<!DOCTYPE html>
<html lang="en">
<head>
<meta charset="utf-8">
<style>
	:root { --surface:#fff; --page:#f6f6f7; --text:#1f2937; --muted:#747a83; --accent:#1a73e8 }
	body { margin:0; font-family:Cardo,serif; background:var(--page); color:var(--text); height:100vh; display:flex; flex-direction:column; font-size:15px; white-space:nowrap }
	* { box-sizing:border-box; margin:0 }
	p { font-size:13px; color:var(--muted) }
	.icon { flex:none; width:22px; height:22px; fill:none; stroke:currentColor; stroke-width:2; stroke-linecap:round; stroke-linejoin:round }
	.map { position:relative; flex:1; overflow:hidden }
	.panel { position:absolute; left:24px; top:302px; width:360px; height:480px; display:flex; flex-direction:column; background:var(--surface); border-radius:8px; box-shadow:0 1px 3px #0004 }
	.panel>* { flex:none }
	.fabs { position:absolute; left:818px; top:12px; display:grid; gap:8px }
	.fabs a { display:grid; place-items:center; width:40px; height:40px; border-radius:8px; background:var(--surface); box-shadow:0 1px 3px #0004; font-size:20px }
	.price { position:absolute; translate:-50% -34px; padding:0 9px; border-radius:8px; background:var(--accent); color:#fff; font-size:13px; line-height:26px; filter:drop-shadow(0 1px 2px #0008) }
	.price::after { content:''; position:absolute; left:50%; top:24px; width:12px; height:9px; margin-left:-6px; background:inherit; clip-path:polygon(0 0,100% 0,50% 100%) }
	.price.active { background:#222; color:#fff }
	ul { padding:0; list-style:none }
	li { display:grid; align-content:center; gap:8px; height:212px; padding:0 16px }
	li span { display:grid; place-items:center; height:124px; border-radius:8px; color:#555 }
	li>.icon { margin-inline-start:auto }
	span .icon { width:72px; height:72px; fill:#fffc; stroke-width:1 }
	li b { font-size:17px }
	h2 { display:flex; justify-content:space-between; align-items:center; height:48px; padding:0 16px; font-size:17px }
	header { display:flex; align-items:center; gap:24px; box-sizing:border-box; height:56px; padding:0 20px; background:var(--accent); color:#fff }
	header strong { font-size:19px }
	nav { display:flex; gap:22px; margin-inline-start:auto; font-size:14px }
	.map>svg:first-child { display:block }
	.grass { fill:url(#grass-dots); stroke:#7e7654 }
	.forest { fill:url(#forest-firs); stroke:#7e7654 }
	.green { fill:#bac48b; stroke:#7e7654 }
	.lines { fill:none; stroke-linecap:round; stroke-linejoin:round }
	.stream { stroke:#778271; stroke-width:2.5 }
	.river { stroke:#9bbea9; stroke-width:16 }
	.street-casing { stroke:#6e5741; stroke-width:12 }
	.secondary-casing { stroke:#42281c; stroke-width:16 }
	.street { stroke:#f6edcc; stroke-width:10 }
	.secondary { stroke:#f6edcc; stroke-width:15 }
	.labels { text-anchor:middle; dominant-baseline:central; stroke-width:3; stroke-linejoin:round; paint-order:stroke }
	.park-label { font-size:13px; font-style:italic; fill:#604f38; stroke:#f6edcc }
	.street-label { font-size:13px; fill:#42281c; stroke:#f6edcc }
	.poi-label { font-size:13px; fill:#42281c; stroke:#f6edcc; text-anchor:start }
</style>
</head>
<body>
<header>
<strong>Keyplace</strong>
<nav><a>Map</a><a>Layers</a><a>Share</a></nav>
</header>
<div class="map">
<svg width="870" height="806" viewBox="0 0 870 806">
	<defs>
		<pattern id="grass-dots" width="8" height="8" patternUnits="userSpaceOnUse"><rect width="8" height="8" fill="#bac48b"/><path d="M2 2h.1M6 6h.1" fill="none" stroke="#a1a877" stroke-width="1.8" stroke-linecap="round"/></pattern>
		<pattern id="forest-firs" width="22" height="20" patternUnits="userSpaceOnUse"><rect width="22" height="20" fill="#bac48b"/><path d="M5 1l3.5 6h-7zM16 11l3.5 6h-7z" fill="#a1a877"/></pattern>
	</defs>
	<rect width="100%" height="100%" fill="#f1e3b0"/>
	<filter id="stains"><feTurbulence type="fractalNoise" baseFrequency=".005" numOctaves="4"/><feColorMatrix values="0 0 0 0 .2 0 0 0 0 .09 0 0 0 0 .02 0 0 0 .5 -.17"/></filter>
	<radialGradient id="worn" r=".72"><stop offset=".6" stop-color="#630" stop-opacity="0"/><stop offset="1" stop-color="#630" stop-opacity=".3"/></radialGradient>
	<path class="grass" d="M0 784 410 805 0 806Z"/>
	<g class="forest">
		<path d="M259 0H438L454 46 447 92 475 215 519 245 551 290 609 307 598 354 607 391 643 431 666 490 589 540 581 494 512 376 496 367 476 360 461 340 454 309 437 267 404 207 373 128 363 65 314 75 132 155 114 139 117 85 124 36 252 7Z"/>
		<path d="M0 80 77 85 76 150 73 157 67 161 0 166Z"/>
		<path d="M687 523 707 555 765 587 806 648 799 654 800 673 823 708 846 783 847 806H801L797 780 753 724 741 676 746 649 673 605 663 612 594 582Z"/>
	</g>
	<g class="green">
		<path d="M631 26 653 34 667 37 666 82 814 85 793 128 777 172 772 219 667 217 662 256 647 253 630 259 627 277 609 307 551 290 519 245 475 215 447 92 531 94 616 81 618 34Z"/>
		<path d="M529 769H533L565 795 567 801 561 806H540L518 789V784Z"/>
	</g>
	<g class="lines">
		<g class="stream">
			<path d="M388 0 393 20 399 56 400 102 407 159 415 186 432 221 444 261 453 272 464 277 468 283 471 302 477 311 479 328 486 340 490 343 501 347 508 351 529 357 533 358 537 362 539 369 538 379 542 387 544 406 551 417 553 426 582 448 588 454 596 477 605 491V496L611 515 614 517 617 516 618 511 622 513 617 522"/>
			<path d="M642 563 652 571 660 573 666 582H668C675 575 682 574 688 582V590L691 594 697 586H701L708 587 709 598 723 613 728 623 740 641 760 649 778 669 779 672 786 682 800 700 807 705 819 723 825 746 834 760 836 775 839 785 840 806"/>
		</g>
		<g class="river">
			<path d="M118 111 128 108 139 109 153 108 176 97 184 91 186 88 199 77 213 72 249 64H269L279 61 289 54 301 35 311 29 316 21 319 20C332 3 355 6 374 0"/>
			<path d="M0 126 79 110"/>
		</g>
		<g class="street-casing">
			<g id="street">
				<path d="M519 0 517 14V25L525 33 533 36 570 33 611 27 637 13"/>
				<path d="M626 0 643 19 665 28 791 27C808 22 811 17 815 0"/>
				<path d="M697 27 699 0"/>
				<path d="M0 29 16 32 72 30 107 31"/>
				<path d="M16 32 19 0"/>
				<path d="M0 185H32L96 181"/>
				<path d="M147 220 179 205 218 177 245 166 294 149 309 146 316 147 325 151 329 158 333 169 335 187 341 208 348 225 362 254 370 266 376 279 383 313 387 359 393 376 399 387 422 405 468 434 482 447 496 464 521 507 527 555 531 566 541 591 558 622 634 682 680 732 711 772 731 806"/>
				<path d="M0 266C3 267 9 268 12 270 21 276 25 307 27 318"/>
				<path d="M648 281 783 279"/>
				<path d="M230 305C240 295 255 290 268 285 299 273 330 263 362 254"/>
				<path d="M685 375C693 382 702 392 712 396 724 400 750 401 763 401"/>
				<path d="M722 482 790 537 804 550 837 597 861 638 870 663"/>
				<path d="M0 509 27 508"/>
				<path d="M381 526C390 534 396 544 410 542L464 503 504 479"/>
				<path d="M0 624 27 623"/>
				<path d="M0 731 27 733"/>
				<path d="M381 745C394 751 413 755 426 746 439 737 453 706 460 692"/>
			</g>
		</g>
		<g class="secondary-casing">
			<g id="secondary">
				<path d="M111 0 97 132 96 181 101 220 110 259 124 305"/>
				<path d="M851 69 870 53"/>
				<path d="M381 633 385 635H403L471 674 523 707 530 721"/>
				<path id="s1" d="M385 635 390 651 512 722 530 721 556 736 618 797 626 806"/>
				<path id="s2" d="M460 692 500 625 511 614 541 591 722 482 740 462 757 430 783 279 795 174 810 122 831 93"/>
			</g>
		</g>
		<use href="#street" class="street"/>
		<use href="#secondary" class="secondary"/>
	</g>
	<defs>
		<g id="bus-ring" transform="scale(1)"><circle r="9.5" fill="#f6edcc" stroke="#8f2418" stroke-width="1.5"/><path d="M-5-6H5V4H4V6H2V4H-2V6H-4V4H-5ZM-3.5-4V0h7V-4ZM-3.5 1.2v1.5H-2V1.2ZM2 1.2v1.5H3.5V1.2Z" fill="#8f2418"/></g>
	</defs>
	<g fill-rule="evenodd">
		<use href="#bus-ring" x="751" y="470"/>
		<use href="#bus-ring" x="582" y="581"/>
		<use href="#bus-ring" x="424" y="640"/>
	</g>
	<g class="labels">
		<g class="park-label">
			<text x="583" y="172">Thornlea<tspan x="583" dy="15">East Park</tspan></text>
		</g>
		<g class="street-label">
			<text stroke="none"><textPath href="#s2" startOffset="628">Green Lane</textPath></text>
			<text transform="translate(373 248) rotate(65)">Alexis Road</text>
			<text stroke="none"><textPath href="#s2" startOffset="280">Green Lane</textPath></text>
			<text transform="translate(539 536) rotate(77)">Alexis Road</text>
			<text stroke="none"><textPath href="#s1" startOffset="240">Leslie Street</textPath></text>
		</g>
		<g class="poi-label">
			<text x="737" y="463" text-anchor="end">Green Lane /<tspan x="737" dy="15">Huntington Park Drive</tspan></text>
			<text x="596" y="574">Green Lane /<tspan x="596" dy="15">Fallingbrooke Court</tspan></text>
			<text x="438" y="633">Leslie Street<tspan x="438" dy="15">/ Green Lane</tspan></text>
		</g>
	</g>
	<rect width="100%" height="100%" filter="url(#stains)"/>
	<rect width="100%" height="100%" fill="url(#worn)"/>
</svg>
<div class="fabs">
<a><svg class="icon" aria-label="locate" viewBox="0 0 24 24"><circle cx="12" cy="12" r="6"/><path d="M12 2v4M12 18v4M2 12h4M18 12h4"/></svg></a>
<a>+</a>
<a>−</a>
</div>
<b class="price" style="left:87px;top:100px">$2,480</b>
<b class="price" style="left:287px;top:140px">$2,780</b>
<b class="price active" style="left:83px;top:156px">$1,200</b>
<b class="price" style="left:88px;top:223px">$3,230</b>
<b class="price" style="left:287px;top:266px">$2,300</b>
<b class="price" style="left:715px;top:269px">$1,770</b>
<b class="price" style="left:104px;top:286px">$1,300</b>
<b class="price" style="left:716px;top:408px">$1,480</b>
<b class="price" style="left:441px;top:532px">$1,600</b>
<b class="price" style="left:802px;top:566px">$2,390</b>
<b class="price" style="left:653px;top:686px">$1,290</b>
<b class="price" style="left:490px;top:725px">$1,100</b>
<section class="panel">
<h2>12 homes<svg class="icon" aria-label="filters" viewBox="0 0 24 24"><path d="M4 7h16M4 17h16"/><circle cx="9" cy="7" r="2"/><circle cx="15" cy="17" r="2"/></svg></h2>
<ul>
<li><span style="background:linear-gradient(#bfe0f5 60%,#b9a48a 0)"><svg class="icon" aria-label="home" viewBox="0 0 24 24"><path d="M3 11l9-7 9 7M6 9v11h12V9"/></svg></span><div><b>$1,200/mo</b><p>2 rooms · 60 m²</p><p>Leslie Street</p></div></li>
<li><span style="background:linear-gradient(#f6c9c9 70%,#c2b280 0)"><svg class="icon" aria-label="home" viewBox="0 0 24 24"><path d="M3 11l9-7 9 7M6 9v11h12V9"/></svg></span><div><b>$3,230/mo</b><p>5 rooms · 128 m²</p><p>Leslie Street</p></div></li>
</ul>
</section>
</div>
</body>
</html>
☆ ☆ ☆ ☆ ☆ ☆ ☆
Among the lines above, find those holding "shadow" and copy each one.

*Written answer*
	.panel { position:absolute; left:24px; top:302px; width:360px; height:480px; display:flex; flex-direction:column; background:var(--surface); border-radius:8px; box-shadow:0 1px 3px #0004 }
	.fabs a { display:grid; place-items:center; width:40px; height:40px; border-radius:8px; background:var(--surface); box-shadow:0 1px 3px #0004; font-size:20px }
	.price { position:absolute; translate:-50% -34px; padding:0 9px; border-radius:8px; background:var(--accent); color:#fff; font-size:13px; line-height:26px; filter:drop-shadow(0 1px 2px #0008) }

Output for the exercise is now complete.